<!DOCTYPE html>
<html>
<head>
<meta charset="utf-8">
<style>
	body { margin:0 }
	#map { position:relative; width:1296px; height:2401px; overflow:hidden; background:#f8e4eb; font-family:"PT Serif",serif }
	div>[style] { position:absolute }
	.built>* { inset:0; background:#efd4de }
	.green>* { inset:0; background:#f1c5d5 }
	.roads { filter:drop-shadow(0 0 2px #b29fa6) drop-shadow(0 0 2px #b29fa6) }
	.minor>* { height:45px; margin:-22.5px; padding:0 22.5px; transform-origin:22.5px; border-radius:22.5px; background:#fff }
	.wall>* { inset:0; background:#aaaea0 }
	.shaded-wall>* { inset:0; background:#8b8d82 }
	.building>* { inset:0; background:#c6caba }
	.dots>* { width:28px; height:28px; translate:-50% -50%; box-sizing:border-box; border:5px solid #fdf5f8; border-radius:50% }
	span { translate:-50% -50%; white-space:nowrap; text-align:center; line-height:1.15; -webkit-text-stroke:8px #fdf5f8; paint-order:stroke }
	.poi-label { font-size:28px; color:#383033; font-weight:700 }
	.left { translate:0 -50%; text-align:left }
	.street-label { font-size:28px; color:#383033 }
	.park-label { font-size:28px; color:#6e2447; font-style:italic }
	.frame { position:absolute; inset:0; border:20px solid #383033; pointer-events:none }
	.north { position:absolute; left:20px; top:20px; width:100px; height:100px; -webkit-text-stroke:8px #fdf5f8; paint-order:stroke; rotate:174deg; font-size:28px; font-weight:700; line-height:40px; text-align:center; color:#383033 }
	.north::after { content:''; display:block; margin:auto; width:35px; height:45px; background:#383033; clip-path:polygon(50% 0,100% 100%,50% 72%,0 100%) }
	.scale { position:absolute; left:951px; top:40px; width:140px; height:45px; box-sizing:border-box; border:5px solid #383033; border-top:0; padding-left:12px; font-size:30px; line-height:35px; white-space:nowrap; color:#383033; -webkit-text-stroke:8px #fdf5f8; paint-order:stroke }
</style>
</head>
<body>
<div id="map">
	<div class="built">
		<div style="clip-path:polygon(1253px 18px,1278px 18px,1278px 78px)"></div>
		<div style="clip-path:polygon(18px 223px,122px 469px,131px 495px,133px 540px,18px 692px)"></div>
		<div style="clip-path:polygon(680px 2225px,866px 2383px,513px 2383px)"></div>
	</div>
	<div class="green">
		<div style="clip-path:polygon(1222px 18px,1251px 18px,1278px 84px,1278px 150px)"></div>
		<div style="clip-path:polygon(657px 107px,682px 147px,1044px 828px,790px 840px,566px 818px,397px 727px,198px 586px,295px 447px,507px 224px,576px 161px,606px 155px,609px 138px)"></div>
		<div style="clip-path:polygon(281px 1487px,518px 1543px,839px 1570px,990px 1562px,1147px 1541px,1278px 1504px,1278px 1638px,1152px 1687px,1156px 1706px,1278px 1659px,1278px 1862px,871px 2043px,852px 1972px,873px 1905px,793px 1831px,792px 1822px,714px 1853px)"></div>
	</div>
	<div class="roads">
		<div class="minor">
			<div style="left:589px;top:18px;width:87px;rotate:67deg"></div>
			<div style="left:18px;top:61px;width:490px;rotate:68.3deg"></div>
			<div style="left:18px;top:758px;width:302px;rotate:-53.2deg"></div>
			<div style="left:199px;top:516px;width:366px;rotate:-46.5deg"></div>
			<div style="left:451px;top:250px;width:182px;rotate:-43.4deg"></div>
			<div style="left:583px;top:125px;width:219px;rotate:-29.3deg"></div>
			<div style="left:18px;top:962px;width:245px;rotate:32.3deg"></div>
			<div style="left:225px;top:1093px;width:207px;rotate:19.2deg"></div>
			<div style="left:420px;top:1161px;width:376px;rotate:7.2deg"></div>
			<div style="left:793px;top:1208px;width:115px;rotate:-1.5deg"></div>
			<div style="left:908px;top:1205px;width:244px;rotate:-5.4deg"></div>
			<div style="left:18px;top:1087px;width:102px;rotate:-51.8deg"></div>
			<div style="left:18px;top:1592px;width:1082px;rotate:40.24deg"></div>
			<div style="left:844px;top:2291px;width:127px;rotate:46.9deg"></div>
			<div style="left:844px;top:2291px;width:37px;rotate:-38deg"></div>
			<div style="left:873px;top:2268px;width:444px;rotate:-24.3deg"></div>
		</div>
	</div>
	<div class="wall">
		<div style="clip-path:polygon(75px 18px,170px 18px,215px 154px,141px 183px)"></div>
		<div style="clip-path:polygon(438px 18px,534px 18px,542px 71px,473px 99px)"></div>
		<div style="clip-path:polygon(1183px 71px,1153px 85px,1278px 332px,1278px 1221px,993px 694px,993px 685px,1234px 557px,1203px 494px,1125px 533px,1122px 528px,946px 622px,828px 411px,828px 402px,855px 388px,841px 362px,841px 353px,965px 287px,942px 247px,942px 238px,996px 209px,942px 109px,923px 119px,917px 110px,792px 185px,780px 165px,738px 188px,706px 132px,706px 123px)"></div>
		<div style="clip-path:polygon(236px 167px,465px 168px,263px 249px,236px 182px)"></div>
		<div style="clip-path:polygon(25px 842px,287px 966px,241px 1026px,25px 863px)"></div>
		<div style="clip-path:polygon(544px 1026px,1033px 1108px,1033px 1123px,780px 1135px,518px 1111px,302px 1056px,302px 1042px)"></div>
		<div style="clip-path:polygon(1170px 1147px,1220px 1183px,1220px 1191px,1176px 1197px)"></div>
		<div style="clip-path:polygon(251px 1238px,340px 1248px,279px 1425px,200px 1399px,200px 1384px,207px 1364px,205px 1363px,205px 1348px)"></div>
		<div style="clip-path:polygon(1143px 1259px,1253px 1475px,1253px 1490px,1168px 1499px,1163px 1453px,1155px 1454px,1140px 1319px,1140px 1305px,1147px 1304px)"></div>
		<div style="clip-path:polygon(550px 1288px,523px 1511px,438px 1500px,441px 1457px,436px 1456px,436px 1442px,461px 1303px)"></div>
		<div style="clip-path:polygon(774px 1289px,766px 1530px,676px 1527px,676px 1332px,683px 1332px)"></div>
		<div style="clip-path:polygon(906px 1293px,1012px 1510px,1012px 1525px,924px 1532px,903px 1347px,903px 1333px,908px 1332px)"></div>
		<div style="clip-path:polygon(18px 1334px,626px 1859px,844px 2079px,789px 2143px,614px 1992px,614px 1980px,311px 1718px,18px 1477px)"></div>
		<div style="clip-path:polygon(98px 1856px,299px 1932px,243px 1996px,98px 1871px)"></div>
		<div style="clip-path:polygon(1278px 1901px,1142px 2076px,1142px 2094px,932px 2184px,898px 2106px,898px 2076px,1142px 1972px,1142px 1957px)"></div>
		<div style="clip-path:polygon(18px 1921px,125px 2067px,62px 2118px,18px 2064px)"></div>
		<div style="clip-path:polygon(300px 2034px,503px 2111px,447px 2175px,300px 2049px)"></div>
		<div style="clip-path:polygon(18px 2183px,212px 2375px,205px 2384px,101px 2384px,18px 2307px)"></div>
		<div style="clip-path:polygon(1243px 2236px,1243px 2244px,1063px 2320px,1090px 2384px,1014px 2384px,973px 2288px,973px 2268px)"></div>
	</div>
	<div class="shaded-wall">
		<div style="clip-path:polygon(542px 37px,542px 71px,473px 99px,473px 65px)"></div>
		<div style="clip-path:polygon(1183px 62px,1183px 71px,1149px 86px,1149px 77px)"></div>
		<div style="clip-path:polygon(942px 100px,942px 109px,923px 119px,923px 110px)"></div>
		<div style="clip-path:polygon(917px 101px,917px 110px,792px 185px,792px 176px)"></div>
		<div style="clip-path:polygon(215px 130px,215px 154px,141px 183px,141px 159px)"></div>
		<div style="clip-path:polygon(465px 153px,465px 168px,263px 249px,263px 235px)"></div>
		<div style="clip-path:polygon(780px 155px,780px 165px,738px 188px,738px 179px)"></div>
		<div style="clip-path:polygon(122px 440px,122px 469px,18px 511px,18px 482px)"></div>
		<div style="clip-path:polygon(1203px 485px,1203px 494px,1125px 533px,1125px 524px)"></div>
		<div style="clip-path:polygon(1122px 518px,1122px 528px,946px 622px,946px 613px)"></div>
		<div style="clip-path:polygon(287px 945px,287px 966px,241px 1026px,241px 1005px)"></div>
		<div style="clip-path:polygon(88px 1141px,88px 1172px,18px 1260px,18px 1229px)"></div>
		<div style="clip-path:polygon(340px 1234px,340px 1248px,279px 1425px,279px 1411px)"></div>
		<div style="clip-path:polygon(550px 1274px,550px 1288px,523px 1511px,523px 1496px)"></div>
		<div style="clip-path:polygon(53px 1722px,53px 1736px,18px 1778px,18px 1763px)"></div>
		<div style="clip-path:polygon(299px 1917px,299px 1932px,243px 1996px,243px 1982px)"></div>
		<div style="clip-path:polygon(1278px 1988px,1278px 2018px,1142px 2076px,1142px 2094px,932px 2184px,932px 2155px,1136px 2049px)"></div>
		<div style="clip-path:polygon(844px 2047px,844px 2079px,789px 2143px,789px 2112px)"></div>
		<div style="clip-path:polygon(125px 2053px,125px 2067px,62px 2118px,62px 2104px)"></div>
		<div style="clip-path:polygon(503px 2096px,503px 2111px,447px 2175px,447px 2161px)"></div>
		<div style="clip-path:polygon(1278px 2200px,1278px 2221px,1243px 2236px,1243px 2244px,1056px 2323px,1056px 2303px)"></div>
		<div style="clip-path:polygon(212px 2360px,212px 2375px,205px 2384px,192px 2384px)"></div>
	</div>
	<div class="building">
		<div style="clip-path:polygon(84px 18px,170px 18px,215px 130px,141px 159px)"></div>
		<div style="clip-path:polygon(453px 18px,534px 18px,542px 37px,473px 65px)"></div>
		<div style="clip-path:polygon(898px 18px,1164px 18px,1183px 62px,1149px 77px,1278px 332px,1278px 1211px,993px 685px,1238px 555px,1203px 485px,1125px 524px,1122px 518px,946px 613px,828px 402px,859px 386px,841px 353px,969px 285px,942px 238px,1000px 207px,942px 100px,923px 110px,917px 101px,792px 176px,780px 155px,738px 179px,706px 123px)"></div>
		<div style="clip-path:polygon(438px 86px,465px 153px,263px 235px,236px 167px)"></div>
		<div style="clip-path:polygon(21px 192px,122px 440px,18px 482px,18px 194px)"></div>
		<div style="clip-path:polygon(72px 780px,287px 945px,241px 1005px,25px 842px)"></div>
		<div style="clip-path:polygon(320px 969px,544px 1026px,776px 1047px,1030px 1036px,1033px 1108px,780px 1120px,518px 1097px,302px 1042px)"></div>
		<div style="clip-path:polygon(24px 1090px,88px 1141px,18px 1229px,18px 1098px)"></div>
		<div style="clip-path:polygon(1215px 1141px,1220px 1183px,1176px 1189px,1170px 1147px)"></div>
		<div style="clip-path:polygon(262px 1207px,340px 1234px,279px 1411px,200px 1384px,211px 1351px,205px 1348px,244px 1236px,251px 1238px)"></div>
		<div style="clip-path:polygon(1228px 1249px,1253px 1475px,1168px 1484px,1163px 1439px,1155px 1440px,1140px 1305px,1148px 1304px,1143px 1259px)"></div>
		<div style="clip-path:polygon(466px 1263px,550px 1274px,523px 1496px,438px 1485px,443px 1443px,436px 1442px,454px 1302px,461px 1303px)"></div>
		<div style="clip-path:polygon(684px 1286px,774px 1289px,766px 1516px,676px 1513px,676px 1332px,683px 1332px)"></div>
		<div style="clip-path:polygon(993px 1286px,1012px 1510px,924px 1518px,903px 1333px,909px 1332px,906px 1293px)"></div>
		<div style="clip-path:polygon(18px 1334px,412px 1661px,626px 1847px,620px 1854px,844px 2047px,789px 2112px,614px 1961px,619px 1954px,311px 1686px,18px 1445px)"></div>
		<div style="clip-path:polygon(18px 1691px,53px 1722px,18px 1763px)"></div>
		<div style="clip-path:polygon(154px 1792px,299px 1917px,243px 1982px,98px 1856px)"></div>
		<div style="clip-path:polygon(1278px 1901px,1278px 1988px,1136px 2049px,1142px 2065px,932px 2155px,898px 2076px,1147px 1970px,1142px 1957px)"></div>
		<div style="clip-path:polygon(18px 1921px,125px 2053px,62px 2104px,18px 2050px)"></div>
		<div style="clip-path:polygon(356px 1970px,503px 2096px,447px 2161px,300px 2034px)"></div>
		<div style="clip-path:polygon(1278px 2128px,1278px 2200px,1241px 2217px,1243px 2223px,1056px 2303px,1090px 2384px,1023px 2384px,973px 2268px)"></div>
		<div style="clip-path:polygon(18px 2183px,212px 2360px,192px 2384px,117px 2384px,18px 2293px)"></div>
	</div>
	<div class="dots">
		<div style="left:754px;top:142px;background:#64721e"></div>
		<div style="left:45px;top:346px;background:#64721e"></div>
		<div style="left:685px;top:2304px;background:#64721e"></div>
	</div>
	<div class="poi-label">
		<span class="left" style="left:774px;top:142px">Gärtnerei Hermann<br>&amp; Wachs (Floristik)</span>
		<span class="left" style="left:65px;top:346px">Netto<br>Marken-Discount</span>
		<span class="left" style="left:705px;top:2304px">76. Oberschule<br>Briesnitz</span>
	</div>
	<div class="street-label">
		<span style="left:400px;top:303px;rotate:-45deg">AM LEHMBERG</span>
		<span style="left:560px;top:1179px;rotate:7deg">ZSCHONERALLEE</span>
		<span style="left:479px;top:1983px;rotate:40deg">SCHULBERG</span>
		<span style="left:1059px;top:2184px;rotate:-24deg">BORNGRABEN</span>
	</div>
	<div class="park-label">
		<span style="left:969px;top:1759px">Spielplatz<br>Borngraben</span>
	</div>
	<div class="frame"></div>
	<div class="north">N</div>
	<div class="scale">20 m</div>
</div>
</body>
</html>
━━━━━━━━━━
• [EXERCISE INSTRUCTIONS] Referring to the material above, set down exactly the lines between the line with "translate:0 -50%; text-align:left" and the line with "position:absolute; left:20px; top:20px;", inclusive, and no other lines.

• [OUTPUT FOR THIS EXERCISE]
	.left { translate:0 -50%; text-align:left }
	.street-label { font-size:28px; color:#383033 }
	.park-label { font-size:28px; color:#6e2447; font-style:italic }
	.frame { position:absolute; inset:0; border:20px solid #383033; pointer-events:none }
	.north { position:absolute; left:20px; top:20px; width:100px; height:100px; -webkit-text-stroke:8px #fdf5f8; paint-order:stroke; rotate:174deg; font-size:28px; font-weight:700; line-height:40px; text-align:center; color:#383033 }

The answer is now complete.